If a blogger wrote about the annoyances and negatives of being perpetually in motion would you be as willing to buy his ebook? Would you sign up to his Digital Nomad academy? Of course not. It seems to me if you want to have a four hour work week your best bet is to write a book explaining how you can have a 4 hour work week.
It somewhat bothers me that I never hear about it from any of the lifestyle business folks I follow. They seem to all be “I got a macbook pro, a 3G usb adaptor and a pair of sunglasses” and I’m like “but in the sun you can’t read #$%!#$ mate”. Seriously, unless I’ve missed some new piece of technology even the most advanced screen is almost unreadable in the sun, working outside is a pain no matter what. Not to mention that the battery won’t last forever either! – Spike Morelli
I’m officially calling BULLSHIT.
If you are a digital nomad whose income doesn’t come from selling the dream of being a digital nomad the reality is very different. I have now been on the road for 9 months working as a freelancer. It’s time to set a thing or two straight.
The joy of travelling.
The joy of travelling is the complete freedom and abundant free time which enables you to meet fascinating people and make spontaneous decisions which ‘real’ life doesn’t allow. People connect with travellers because their lives are exciting. They act on impulse. Their time is their own. Partying every night. Hitting the beach because it’s a Wednesday. They are the masters of their universe. They are free.
A digital nomad is not a traveller.
Unlike our travelling counterpart a digital nomad needs to work. They require some level of regularity. They often need a home, placing them in an unique situation. They don’t have the endless time and absolute freedom of a traveller yet they never reap the benefits of being connected to a single location like a local. It’s an unsatisfactory position between the two camps. All disadvantages of both lifestyles without fully enjoying the advantages of either.
Working from a hotel room is hell.
Great for checking emails, but you can't do a day's work like this.
When I was living in Albarracin, a world class bouldering area, I wanted to rock climb everyday but needed to work. My hotel room became my office. And a less than satisfactory one; no large tables, monitors, or ergonomic chairs here.

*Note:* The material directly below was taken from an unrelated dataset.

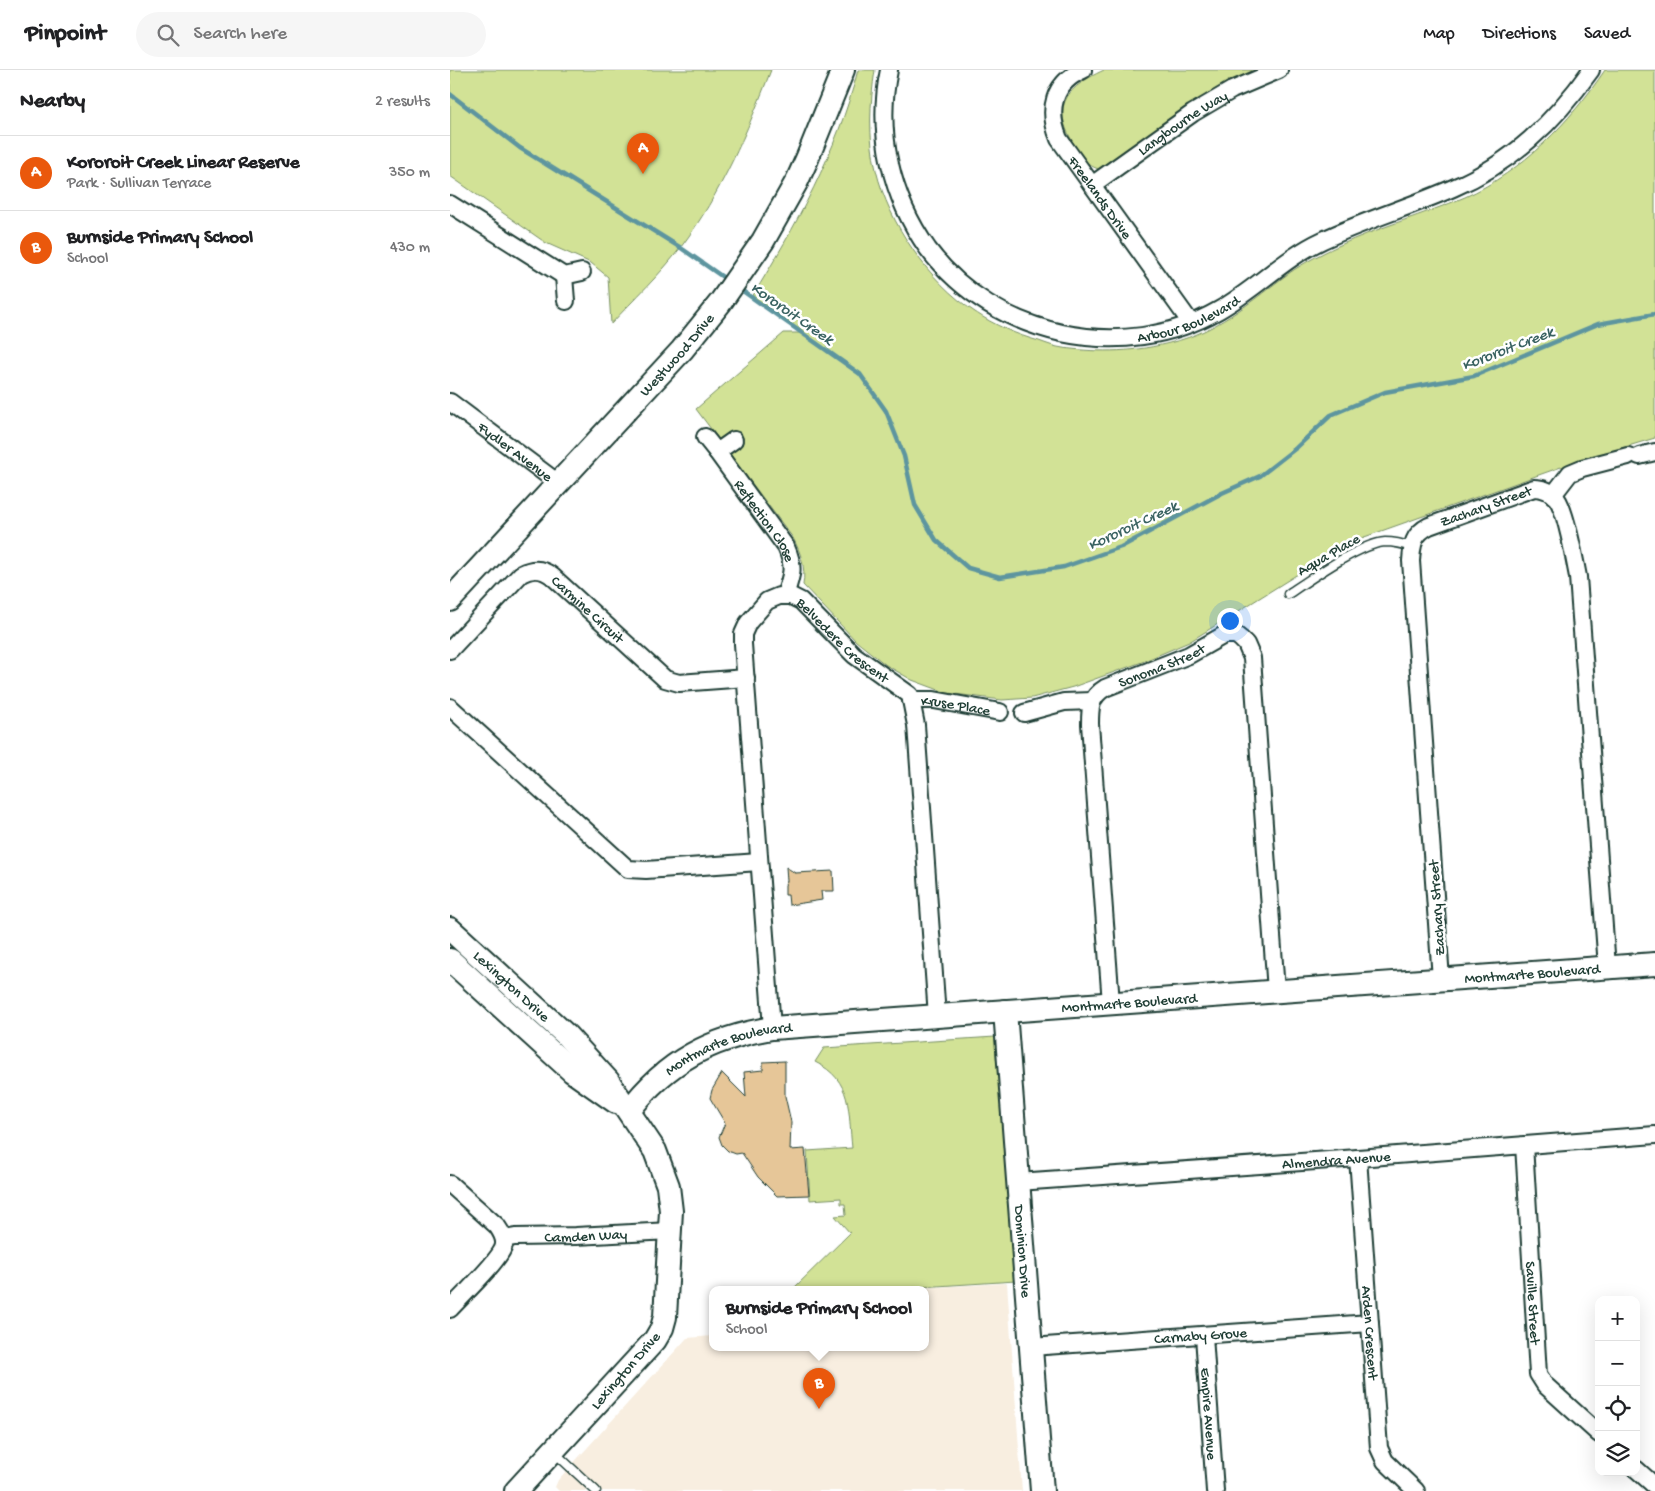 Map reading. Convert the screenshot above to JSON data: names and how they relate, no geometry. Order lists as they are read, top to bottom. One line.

Putting in a full working day was a frustrating experience. In fact it became comical.
I decide to try lying on the floor. Perhaps this will be more comfortable than the chair? Yes this works great; 20 minutes later I need a position change. Lets try the bed. Yes the bed is definitely the best. However I soon realise it’s flaws. Over time the bed slowly slides forward and I gradually sink into the the growing gap between the bed and the headboard. From lying in the bed, till feeling myself falling takes on average 20 minutes. I can increase this time if I perfect the the pillow arrangment.
Then there was the cleaner who wanted to clean my room at 9 every morning. That’s great, everyone likes a clean room, but every single day? Sure what’s odd about that. After all it’s a hotel. People don’t normally stay for 3 weeks.
I moved hotels 5 times in one week during a Spanish festival. My criterion was the internet connection. Now that’s not easy to access before taking a room.
“Would you like a sea view sir?”
“Nope, just give me the room with the best wifi reception please.”
Nowhere was ever perfect:
- The hotel wifi which cut out sporadically.
- The hostel where my laptop refused to join their wireless network.
- The cafe which had one power socket. Usually taken.
- The wifi which didn’t allow SSH.
My life became a Goldilocks like quest for the perfect internet connection (if anyone wants a breakdown of the best hotels and room numbers in Albarracin ranked on internet connectivity give me a shout). After a lot of searching I finally struck gold and found a connection that was just right. But it turned out to be short lived. I could only keep the room for 2 days. I could come back next Monday but the hotel was fully booked for the weekend. When I came back my great ‘internet room’ was taken and I got a different ‘slower’ room. Enough was enough. This just wasn’t working. I wasn’t an empowered digital nomad. I was like some weird local who dabbled in the travel community. I needed my own place.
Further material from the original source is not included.